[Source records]
>>>>

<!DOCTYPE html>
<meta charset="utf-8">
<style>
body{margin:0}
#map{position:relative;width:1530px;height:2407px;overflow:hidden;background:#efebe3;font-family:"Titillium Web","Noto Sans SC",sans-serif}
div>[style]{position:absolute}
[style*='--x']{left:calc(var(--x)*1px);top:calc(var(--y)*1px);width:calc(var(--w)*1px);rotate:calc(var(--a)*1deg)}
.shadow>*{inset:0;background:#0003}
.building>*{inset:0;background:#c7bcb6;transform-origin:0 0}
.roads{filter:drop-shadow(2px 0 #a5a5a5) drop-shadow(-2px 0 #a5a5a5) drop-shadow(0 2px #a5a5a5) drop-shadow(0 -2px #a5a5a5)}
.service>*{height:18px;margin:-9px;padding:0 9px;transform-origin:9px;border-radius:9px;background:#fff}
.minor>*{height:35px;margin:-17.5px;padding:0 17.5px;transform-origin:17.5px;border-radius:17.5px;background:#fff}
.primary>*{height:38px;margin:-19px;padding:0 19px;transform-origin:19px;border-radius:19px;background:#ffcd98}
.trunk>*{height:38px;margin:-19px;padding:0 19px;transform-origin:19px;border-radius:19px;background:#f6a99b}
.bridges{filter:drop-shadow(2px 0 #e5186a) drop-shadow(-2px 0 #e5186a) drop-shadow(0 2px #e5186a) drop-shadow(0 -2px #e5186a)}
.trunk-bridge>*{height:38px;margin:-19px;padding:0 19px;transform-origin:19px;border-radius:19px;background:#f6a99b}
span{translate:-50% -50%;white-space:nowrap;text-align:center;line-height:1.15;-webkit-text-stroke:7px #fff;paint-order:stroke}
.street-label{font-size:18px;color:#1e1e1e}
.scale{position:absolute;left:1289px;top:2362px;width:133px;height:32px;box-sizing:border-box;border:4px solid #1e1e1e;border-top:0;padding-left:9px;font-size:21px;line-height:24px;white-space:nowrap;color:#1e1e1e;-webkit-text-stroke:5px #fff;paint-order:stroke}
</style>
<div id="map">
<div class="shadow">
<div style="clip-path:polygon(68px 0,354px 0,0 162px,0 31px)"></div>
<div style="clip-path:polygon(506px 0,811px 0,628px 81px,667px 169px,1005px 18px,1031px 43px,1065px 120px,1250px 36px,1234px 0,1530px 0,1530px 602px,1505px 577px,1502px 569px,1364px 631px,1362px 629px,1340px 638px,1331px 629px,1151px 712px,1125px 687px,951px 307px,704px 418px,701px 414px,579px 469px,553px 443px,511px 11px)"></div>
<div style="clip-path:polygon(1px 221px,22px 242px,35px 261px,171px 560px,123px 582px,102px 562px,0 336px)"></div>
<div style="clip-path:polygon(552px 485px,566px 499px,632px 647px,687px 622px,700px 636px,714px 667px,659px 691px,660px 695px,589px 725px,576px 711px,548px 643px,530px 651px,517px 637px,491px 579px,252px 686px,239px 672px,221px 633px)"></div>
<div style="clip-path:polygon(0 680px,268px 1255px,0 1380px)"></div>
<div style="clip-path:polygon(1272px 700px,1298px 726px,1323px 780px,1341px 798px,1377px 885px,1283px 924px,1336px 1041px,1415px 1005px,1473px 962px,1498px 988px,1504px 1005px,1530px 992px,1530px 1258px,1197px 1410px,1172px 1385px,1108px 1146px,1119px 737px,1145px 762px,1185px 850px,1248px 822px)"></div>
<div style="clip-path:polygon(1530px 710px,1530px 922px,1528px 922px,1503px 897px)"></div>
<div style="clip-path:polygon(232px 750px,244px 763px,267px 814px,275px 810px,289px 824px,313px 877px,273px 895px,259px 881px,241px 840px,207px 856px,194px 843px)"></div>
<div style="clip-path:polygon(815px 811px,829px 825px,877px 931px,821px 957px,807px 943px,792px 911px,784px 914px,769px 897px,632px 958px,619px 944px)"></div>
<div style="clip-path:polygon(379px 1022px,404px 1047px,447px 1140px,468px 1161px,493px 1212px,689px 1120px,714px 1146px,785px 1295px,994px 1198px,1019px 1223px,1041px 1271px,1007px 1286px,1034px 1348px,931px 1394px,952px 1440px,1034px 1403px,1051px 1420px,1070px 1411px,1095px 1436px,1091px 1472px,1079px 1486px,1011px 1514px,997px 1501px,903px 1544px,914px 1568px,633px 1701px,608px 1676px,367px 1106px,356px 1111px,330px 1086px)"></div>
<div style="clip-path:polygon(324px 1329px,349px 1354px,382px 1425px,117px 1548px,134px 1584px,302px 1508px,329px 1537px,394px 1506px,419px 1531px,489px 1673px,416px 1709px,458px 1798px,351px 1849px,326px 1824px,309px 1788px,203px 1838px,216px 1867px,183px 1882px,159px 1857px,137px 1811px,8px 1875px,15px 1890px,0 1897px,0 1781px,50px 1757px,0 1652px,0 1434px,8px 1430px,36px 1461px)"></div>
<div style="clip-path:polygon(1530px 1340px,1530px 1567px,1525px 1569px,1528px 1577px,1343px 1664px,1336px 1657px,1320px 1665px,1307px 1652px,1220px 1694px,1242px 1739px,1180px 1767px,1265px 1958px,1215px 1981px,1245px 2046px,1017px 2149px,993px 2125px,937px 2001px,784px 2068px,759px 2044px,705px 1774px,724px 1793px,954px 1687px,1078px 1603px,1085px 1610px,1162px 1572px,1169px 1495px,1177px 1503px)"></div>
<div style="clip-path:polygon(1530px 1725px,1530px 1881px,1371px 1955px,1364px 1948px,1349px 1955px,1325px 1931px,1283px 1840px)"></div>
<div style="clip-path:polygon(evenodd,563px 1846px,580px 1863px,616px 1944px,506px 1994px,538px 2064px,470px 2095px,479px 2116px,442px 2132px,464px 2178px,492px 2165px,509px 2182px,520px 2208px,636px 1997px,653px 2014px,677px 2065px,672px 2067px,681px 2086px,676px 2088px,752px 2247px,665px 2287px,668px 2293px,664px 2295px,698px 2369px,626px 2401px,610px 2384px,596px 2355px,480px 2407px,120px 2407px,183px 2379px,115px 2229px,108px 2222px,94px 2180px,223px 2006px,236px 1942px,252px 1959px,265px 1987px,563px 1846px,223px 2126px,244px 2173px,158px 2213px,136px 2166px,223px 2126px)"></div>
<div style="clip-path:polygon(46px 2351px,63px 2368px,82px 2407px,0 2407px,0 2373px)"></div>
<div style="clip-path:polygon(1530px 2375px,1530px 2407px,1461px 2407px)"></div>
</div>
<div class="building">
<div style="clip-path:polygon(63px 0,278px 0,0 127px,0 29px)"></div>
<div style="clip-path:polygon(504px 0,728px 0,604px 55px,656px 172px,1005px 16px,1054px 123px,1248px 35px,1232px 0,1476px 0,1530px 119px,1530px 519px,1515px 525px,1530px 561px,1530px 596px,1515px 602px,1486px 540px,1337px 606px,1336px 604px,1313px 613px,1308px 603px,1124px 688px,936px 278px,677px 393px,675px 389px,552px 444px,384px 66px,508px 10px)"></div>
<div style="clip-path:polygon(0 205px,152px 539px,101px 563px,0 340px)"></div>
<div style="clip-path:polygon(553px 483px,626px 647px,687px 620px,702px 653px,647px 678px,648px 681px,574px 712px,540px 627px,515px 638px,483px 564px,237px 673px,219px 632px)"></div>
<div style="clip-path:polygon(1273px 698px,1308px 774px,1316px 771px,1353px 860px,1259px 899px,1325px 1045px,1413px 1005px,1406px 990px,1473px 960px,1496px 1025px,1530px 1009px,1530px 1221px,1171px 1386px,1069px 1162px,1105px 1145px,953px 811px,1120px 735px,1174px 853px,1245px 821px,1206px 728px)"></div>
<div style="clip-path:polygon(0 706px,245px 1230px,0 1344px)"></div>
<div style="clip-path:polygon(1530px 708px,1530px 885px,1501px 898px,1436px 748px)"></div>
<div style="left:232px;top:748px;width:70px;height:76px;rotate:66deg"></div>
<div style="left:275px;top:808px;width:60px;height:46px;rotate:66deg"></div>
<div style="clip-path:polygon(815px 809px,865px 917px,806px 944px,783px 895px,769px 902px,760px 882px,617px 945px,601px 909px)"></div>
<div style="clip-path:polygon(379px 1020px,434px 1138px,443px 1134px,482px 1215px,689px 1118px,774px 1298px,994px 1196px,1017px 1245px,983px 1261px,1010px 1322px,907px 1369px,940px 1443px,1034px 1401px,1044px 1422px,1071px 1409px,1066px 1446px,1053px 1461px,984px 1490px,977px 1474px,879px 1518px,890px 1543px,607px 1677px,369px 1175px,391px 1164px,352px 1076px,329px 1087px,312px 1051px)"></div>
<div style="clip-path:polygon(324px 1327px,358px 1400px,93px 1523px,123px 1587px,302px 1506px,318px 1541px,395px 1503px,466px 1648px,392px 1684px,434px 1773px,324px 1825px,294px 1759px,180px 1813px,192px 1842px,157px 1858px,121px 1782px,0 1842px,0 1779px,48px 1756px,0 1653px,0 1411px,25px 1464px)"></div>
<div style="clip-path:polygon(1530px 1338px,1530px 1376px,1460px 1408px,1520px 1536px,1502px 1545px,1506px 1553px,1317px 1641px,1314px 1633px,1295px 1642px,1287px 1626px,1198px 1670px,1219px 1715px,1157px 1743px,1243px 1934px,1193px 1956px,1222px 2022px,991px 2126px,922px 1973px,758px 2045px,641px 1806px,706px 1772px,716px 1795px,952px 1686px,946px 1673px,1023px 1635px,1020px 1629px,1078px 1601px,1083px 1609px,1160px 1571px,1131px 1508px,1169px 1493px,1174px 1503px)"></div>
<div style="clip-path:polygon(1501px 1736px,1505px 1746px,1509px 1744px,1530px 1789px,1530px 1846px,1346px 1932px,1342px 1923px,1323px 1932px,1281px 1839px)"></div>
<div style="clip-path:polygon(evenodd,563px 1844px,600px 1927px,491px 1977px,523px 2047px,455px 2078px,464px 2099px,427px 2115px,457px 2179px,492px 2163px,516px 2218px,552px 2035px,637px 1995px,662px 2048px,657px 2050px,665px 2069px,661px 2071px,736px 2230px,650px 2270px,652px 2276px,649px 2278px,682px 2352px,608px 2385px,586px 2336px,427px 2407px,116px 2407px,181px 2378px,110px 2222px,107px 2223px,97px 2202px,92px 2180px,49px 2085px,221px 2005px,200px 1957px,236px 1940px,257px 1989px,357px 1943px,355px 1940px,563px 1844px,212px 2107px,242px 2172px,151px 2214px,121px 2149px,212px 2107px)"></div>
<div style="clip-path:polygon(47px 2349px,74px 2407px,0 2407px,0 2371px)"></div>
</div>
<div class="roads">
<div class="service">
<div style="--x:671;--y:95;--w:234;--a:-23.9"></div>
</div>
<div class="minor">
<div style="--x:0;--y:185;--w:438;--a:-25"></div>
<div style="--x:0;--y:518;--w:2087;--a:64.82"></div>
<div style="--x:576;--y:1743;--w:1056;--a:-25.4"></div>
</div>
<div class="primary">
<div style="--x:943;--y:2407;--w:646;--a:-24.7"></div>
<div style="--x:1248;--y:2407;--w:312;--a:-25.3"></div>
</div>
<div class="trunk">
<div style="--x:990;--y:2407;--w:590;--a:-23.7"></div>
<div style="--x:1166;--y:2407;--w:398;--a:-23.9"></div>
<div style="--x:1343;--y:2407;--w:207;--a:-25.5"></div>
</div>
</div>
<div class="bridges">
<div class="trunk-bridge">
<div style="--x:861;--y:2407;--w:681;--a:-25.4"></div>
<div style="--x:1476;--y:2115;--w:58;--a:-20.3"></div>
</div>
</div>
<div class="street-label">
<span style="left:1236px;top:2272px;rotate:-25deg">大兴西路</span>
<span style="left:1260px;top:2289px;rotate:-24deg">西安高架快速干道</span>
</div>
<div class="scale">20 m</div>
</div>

<<<<

Would you set down, word for word, the lines from the opening of the entries above through the line with "0 #a5a5a5) drop-shadow(-2px", both included, and no others?

### Exercise output
<!DOCTYPE html>
<meta charset="utf-8">
<style>
body{margin:0}
#map{position:relative;width:1530px;height:2407px;overflow:hidden;background:#efebe3;font-family:"Titillium Web","Noto Sans SC",sans-serif}
div>[style]{position:absolute}
[style*='--x']{left:calc(var(--x)*1px);top:calc(var(--y)*1px);width:calc(var(--w)*1px);rotate:calc(var(--a)*1deg)}
.shadow>*{inset:0;background:#0003}
.building>*{inset:0;background:#c7bcb6;transform-origin:0 0}
.roads{filter:drop-shadow(2px 0 #a5a5a5) drop-shadow(-2px 0 #a5a5a5) drop-shadow(0 2px #a5a5a5) drop-shadow(0 -2px #a5a5a5)}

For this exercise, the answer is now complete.